I have a mad idea to try out but in essence, I have to be able to get my php to go to a webpage and pick out the links. I am not intending to spam or create crappy auto generated content.
There are sites that I can input a website address and it displays all the links from that page. I want to do that but am going to do something different (hence the mad idea) with the data.
Could anyone give me a suggestion of how I could achieve this using php?
Any advice welcomed,
Paul.
#2
Posted 12 November 2008 - 04:13 AM
The question is, how much effort are you willing to put into this versus how much you're expected to be handed to you...??? We're willing to help you learn how to achieve your goal if you're willing to attempt to learn... Otherwise, you might as well pay someone to write the code... I know I can write the code, but I'd rather help you learn how to do it yourself...
EDIT: Sorry, Paul... Didn't realize it was you I was replying to... Didn't mean to come across gruff in my reply... I'd just come from another site and had gotten all worked up over people not doing their part researching before asking for help (as in "do it for me")...
#3
Posted 16 November 2008 - 03:34 PM
I too am amazed at the forums where people ask questions like 'how do I do x' when in the documentation the first point is 'How to do x' fully explained and documented.

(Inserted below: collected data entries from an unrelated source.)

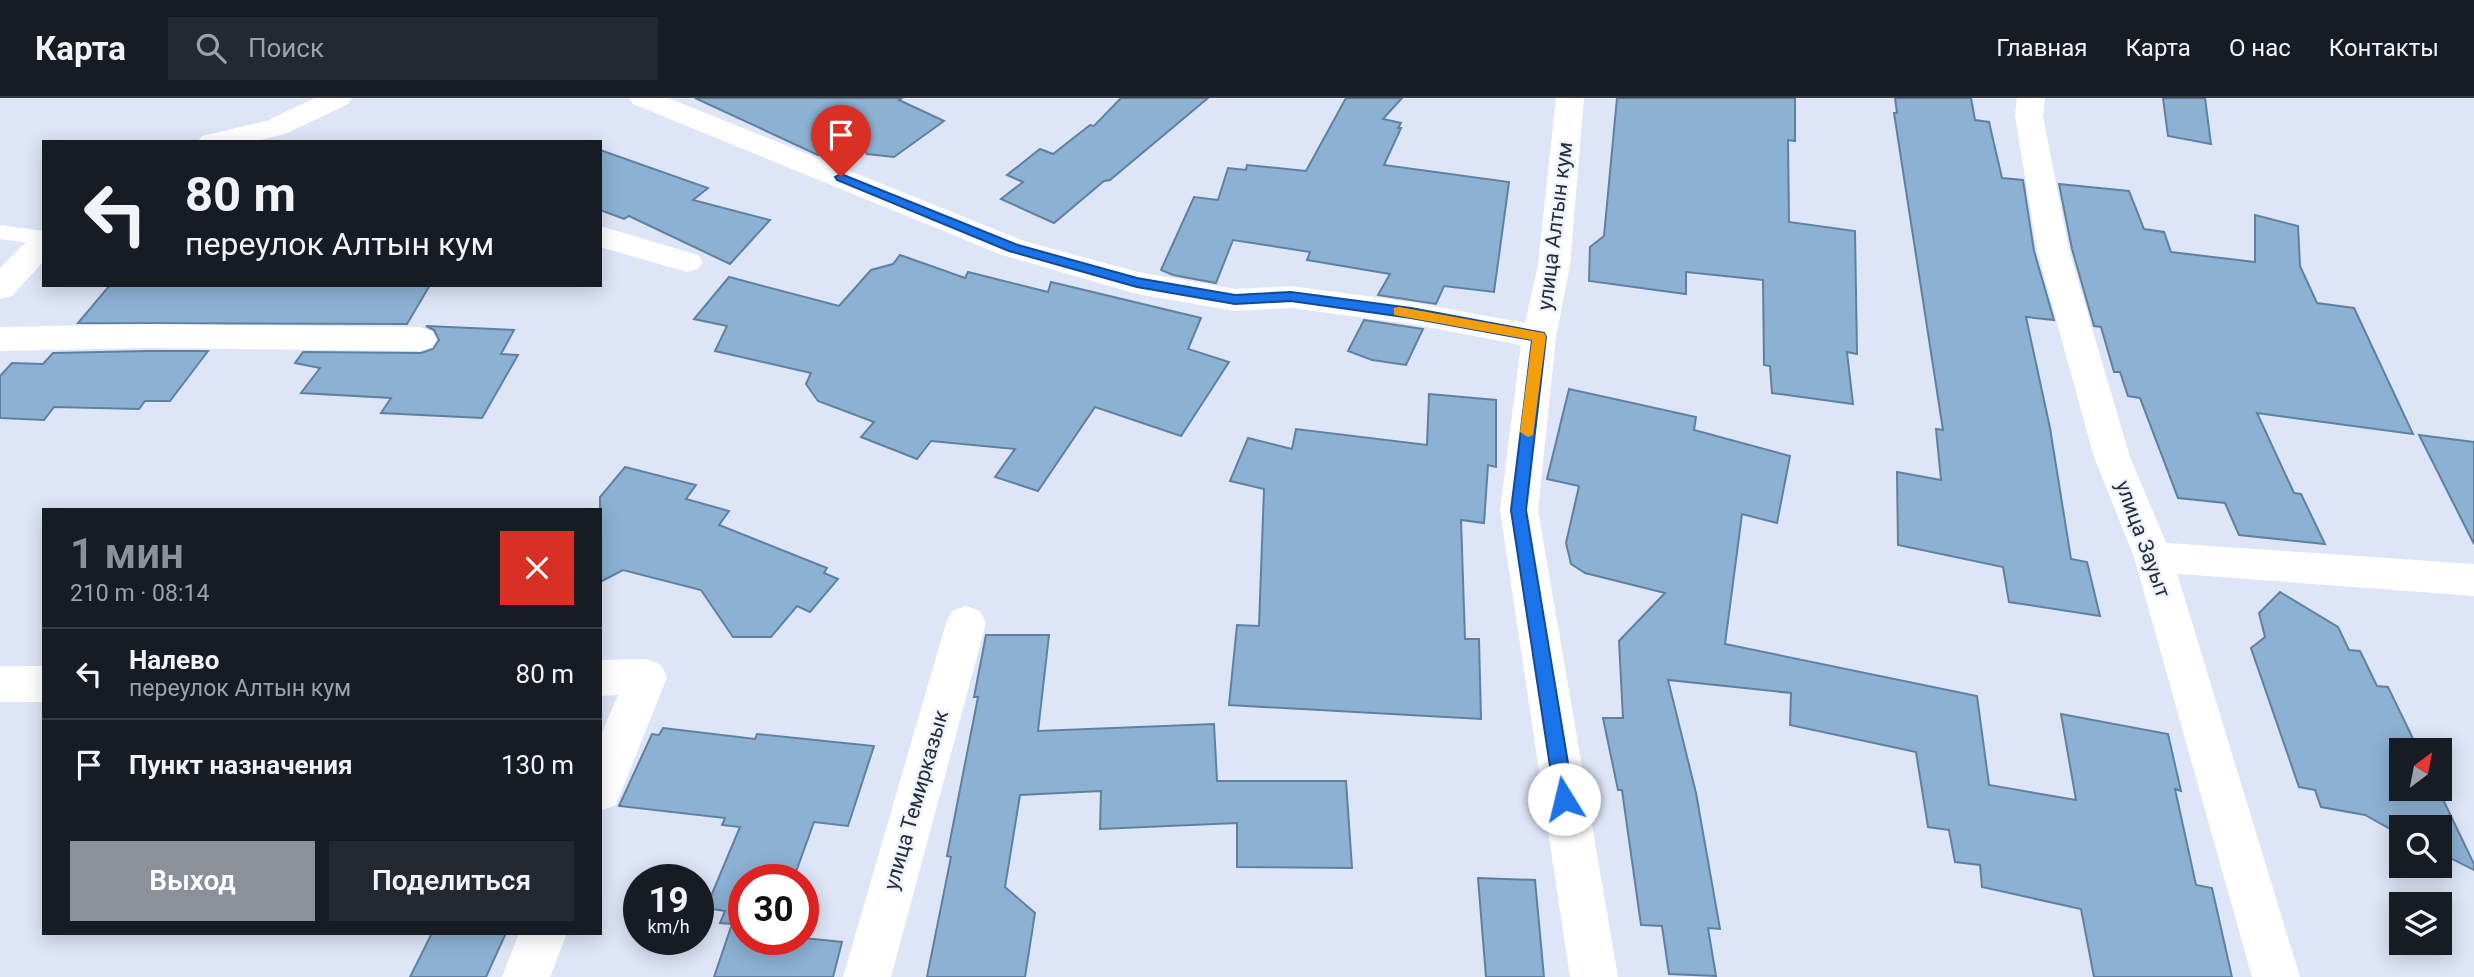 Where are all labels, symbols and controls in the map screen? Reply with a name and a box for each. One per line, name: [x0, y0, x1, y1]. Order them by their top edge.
search box: [168, 17, 658, 80]
text: Карта: [35, 29, 126, 68]
icon: search: [192, 29, 230, 67]
text: Поиск: [248, 33, 324, 63]
text: Главная: [1996, 34, 2087, 62]
text: Карта: [2125, 34, 2191, 62]
text: О нас: [2229, 34, 2291, 62]
text: Контакты: [2329, 34, 2439, 62]
pin: [811, 105, 871, 177]
icon: arrive: [822, 116, 860, 154]
street label: улица Алтын кум: [1533, 140, 1577, 312]
text: 80 m: [185, 166, 296, 223]
icon: left: [70, 168, 161, 259]
text: переулок Алтын кум: [185, 225, 494, 263]
street label: улица Зауыт: [2111, 477, 2175, 601]
text: 1 мин: [70, 529, 184, 578]
button: close: [500, 531, 574, 605]
text: 210 m · 08:14: [70, 580, 209, 607]
text: Налево: [129, 645, 219, 675]
icon: left: [70, 655, 108, 693]
text: 80 m: [516, 659, 574, 689]
text: переулок Алтын кум: [129, 675, 351, 702]
street label: улица Темирказык: [879, 707, 953, 893]
north arrow: [2389, 738, 2452, 802]
map controls: [2389, 738, 2452, 955]
icon: arrive: [70, 746, 108, 784]
text: Пункт назначения: [129, 750, 353, 780]
text: 130 m: [501, 750, 574, 780]
position arrow: [1527, 762, 1601, 836]
button: search: [2389, 815, 2452, 878]
button: Выход: [70, 841, 315, 921]
button: Поделиться: [329, 841, 574, 921]
speed limit sign: 30: [728, 864, 819, 955]
text: 19: [648, 880, 689, 921]
button: layers: [2389, 892, 2452, 955]
text: km/h: [647, 916, 690, 937] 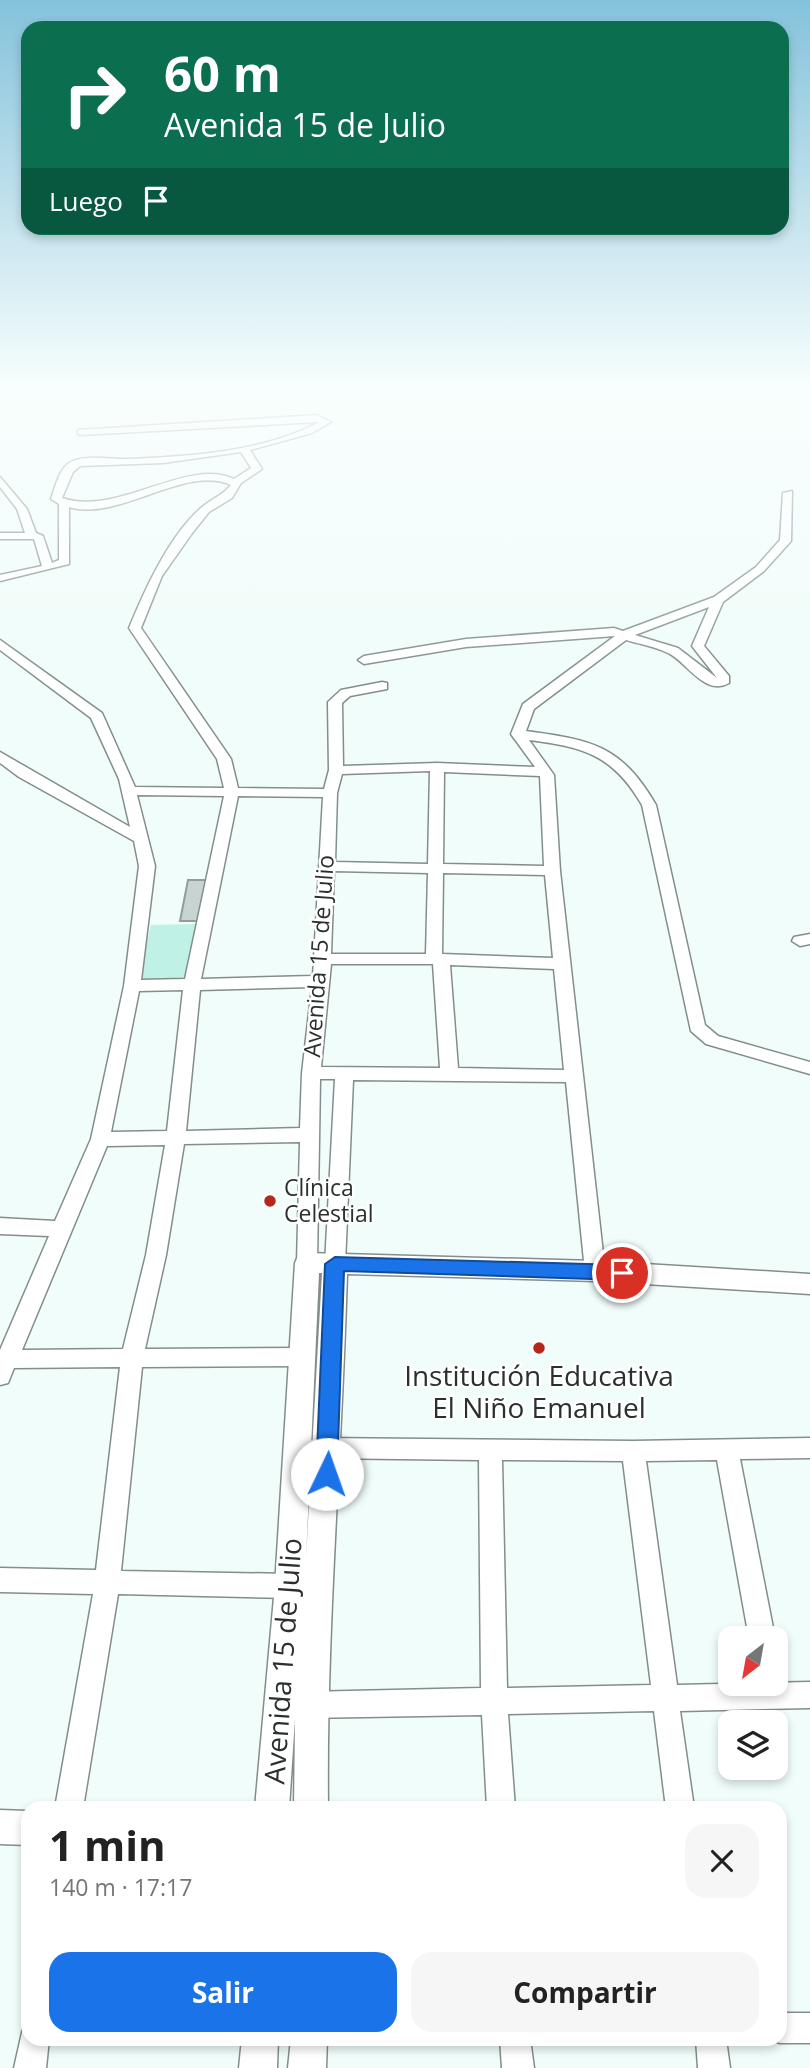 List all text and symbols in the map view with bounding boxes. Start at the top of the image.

Thank you though, now I have two expressions to google for, SGREP and Screen Scrape.I have searched for sgrep and I can see I have my reading cut out for me.
sgrep [-aCcDdhilNnPqSsTtV] [-O filename] [-o "format"] [ -p preprocessor] -f filename [-e expression] [filename ...]

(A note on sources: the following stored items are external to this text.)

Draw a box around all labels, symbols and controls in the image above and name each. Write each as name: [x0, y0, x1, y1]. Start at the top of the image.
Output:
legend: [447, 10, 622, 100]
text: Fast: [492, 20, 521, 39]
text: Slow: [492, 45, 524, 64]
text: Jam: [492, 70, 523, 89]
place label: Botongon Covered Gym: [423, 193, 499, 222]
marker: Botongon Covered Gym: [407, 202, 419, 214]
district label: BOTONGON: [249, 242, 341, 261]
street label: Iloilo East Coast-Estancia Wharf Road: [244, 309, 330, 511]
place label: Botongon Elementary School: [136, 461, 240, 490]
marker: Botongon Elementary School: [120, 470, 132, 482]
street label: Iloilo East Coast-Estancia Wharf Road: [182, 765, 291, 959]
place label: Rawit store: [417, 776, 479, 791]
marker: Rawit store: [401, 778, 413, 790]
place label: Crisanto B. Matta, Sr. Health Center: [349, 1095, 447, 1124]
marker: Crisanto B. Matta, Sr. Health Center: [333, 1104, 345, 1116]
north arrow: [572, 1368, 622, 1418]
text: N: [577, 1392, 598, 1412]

OMG! I am sure that when I get to grips with it all this stuff will become more intelligible to a novice like me!
Am still totally in the dark. Will post my progress if anyone else is interested. I am quite sure I can search a text string for the relevant patterns, the question that remains is how to get PHP to request and recieve a webpage, and turn the resulting stream into a text file, so I can search it. From preliminary reading, it seems I might be able to search the stream directly without converting to a text file first.
I only do this in my spare time now due to the credit crunch. My customers have all dried up and I am now temping for Disney! Yuch!
Hope everyone else is faring better than I did!
Paul.
PS Have just realised that this is different than regexp. Just ignore all my comments as I still do not know what I am talking about. Will spend a couple of evenings reading about this I think. My so called 'mad idea' is really cool (growing on me all the time) and as soon as I get anything working will post for your comments! Like most ideas I have though, cant really see a use for it, other than being 'quite interesting'.
Edited by PaulD, 16 November 2008 - 03:37 PM.
#4
Posted 16 November 2008 - 08:43 PM
I've been playing with regexp for data sanitation and if I stumble across the correct code I'll be sure to let you know... I have to re-learn regexp every time I need to use it because it's got a lot of complexities that you forget if you don't use regexp continuously...
#5
Posted 17 November 2008 - 12:12 AM
Firstly I had to get the server to download a page. I had great trouble with cURL and couldnt get a connection anywhere. I also tried fopen using a url and hoping it would deal with all the parameters automatically.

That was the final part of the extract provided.